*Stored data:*
╭──

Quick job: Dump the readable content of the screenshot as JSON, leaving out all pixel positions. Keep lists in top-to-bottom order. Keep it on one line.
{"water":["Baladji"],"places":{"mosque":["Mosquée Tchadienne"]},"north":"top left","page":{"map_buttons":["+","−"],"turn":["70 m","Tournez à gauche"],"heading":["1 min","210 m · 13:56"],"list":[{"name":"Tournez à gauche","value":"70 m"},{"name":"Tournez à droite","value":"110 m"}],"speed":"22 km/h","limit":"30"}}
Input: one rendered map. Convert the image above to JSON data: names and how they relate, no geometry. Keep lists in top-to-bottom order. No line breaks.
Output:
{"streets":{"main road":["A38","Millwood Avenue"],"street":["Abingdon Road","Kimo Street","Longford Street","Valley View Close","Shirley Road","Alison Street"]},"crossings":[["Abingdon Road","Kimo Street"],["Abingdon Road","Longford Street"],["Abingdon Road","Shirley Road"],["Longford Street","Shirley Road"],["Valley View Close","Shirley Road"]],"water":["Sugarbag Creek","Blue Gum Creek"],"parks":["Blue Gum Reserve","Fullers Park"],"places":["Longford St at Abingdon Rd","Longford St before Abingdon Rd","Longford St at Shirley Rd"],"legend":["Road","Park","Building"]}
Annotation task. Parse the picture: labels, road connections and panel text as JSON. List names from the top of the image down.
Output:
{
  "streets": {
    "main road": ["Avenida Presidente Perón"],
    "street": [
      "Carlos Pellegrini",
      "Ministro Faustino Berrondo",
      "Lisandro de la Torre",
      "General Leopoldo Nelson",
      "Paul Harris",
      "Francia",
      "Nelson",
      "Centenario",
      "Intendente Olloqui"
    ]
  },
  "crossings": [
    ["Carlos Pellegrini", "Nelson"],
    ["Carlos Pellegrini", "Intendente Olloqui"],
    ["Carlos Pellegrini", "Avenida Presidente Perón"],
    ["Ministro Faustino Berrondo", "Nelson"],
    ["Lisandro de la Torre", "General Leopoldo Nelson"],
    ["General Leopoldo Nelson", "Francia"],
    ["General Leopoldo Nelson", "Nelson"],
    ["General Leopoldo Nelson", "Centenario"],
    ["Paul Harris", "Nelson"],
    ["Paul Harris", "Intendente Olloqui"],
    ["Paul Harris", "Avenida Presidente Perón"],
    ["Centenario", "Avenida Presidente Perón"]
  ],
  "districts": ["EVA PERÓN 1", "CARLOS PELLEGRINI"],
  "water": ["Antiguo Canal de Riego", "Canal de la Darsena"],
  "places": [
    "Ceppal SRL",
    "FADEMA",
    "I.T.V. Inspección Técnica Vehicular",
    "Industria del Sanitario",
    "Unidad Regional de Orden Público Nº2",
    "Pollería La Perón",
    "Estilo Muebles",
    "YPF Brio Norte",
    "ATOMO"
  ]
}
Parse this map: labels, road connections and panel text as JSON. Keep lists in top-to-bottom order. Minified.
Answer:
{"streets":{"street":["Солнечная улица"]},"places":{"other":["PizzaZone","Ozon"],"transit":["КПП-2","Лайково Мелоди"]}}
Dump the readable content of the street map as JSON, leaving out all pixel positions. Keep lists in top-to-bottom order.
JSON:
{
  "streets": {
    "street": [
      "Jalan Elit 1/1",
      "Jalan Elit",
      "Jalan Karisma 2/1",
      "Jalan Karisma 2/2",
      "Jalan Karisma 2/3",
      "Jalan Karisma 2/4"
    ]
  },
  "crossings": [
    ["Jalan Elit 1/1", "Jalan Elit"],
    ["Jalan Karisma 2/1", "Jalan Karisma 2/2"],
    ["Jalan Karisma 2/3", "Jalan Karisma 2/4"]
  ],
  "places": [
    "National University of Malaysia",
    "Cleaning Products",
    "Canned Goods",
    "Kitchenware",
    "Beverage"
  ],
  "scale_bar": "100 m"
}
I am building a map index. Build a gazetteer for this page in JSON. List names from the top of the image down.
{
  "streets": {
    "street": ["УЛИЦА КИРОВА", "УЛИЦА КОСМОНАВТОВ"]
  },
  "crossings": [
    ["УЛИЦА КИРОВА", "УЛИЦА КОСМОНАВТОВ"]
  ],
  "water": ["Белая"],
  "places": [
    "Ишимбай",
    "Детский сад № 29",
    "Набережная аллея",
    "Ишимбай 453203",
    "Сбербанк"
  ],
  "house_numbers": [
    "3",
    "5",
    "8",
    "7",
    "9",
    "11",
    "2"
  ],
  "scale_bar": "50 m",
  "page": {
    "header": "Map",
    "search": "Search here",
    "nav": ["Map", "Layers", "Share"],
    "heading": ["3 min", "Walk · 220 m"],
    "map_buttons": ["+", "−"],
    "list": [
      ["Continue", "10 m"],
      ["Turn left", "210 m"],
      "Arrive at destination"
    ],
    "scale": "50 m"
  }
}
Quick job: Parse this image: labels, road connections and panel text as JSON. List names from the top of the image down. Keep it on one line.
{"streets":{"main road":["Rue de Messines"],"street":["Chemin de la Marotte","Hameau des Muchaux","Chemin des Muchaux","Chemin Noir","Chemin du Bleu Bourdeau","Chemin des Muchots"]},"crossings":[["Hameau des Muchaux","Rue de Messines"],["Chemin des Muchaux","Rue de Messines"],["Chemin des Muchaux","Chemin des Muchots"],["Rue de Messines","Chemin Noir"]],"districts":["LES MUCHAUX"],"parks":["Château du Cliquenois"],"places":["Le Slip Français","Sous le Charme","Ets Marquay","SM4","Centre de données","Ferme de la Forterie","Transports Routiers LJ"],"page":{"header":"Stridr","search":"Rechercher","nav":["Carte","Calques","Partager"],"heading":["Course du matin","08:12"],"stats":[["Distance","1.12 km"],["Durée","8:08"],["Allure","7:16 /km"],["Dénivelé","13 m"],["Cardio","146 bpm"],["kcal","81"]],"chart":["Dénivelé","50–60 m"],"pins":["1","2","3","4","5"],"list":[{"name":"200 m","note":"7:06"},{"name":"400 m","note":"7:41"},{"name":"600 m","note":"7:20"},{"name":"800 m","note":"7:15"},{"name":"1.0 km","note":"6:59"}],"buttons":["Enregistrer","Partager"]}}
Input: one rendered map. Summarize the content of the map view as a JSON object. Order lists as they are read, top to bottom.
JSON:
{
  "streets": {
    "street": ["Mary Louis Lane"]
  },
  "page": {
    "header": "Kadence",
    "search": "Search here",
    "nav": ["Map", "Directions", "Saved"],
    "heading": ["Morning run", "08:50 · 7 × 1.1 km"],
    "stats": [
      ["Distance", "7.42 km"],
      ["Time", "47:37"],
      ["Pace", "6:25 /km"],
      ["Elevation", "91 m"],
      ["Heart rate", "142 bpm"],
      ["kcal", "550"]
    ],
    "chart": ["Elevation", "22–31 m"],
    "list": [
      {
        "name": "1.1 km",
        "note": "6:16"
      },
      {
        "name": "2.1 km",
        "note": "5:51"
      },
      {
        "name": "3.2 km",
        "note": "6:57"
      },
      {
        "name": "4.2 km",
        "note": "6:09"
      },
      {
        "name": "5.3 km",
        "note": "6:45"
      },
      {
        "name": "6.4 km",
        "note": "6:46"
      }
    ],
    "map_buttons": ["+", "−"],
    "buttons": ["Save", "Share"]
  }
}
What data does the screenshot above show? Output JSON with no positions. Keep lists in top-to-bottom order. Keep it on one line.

╰──

*Problem requirements:*
Whenever "above" occurs in a line of the entries, copy that line.

*Response box:*
Input: one rendered map. Convert the image above to JSON data: names and how they relate, no geometry. Keep lists in top-to-bottom order. No line breaks.
What data does the screenshot above show? Output JSON with no positions. Keep lists in top-to-bottom order. Keep it on one line.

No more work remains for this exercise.